Assignment:
Pick out every line of the entries below where "Estate" occurs, and copy those lines.
###
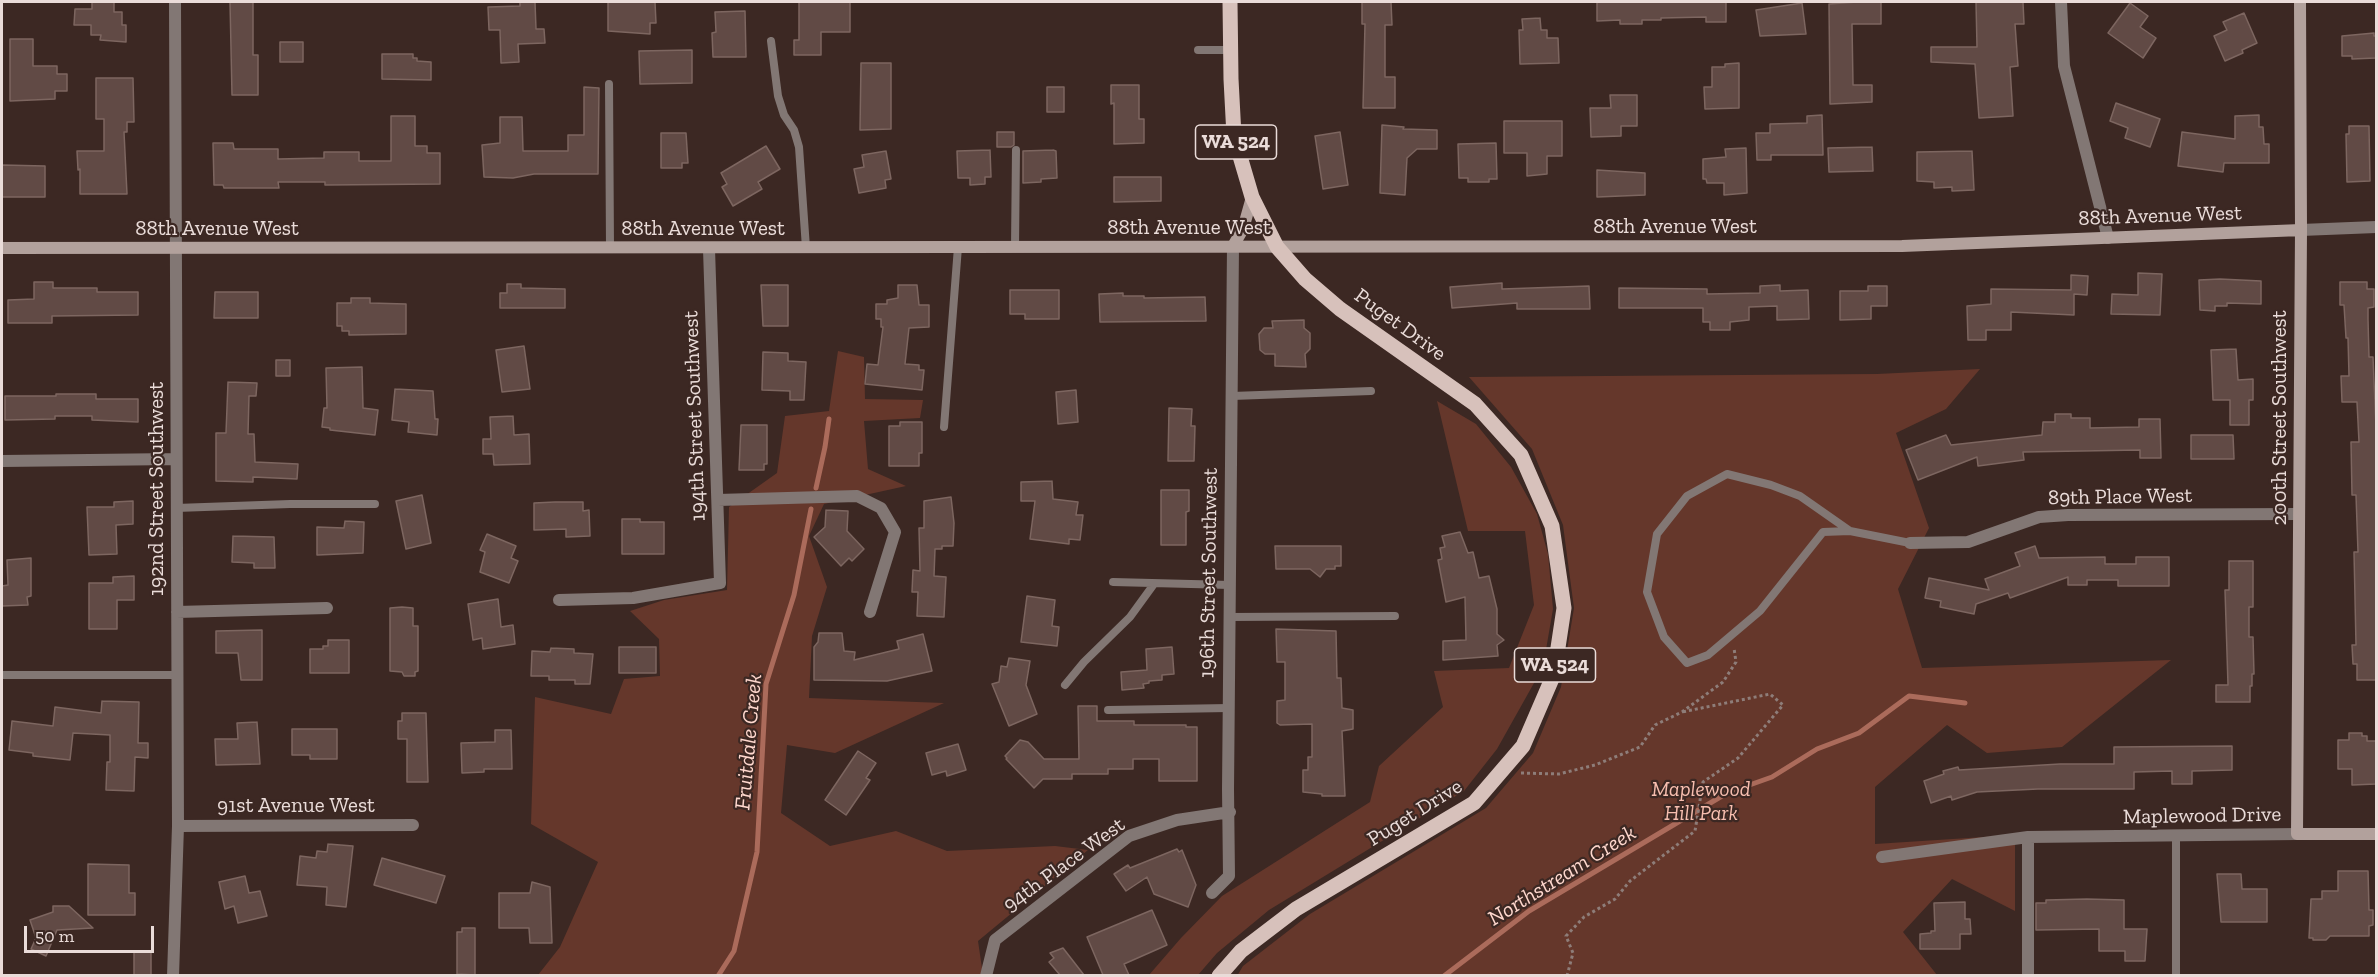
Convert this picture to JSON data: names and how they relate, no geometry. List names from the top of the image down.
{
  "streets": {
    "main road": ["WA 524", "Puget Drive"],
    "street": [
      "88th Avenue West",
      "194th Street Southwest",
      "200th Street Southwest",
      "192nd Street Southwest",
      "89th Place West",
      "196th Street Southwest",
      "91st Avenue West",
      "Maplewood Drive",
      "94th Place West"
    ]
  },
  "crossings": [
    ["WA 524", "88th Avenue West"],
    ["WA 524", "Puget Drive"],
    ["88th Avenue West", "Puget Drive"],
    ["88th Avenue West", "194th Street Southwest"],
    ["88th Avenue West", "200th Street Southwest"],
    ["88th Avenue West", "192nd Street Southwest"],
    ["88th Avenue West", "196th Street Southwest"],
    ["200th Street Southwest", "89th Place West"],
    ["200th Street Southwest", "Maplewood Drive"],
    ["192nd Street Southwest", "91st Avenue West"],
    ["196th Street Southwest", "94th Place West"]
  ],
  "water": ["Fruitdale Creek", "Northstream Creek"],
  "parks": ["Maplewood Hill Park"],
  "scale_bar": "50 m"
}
###
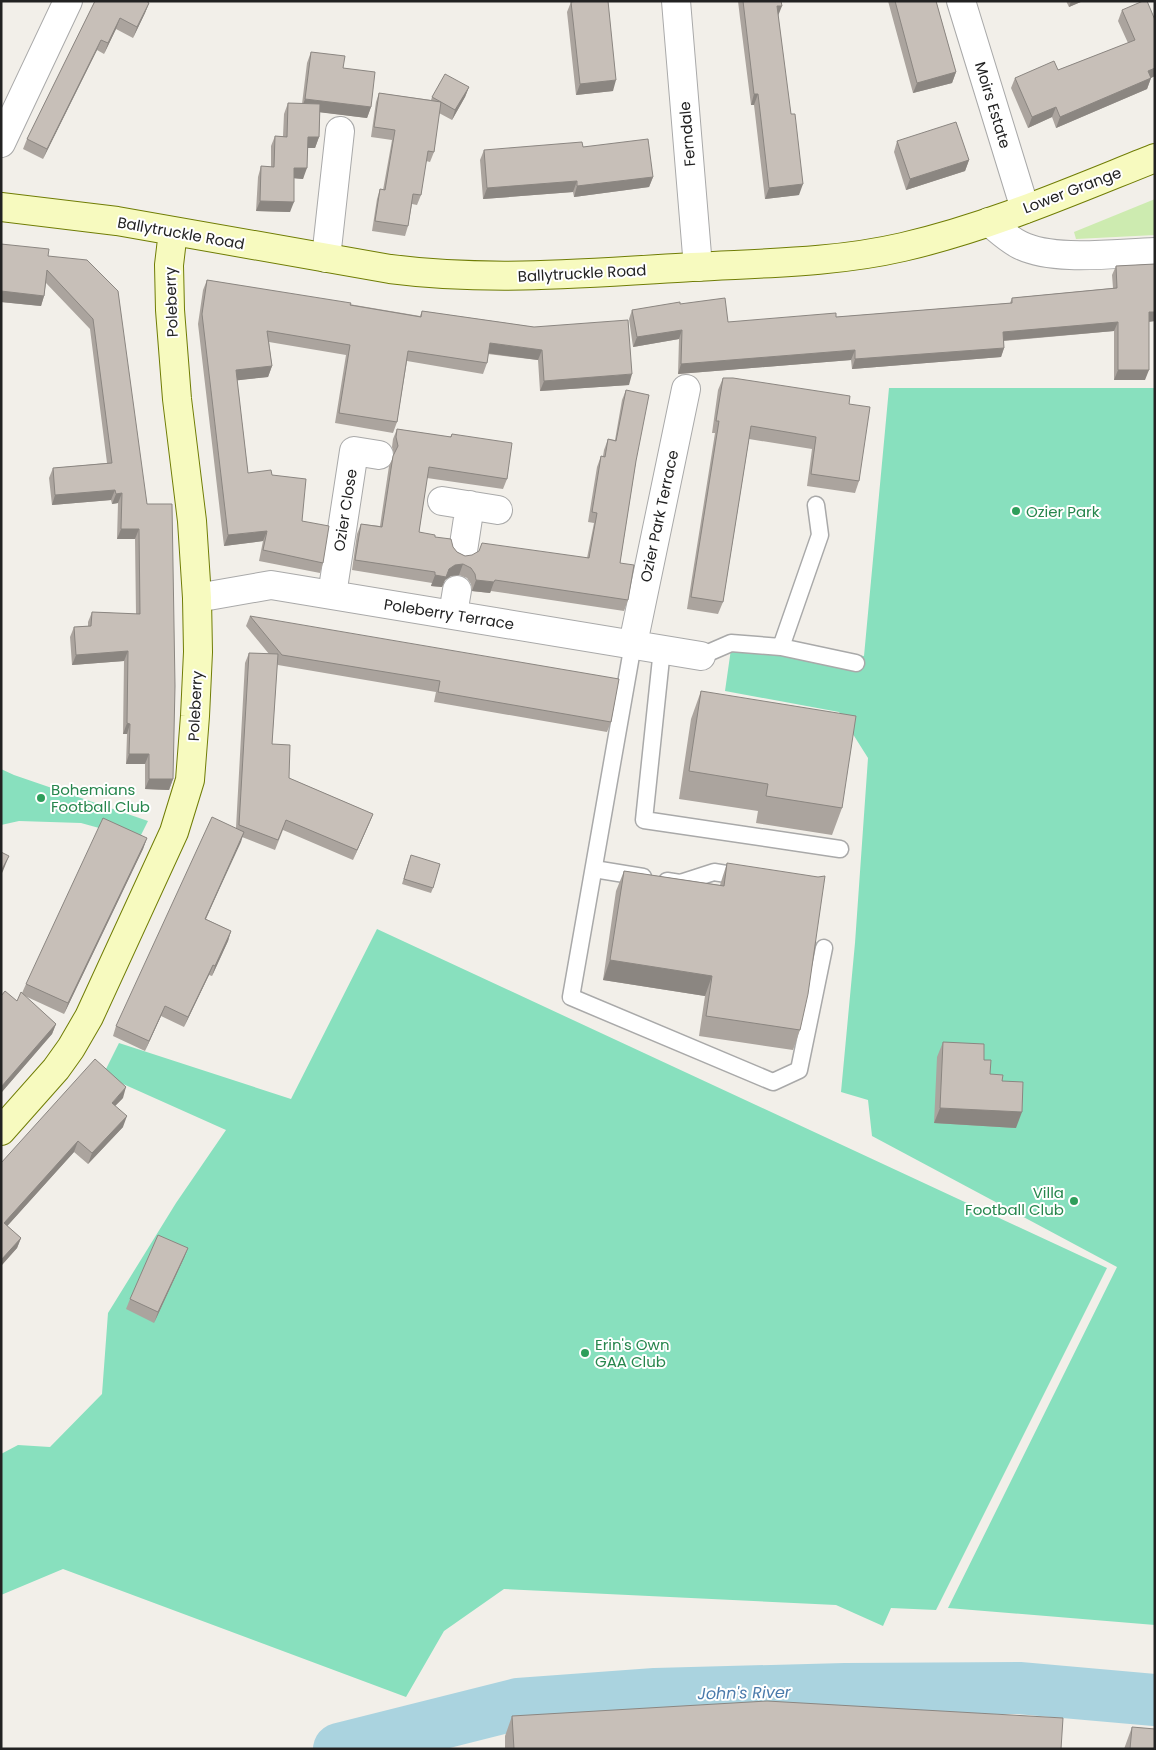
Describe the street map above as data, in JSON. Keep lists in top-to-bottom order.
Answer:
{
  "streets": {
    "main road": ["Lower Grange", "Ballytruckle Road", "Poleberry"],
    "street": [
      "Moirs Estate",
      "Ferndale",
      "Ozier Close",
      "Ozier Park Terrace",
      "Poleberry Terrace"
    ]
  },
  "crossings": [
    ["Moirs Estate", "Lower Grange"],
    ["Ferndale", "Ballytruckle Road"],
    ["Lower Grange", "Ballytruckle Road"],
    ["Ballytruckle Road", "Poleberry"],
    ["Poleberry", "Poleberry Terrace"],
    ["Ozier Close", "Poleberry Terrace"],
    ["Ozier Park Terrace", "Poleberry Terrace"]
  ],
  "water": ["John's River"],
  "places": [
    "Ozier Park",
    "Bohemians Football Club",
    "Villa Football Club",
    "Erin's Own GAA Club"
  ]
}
###
Written reply:
      "Moirs Estate",
    ["Moirs Estate", "Lower Grange"],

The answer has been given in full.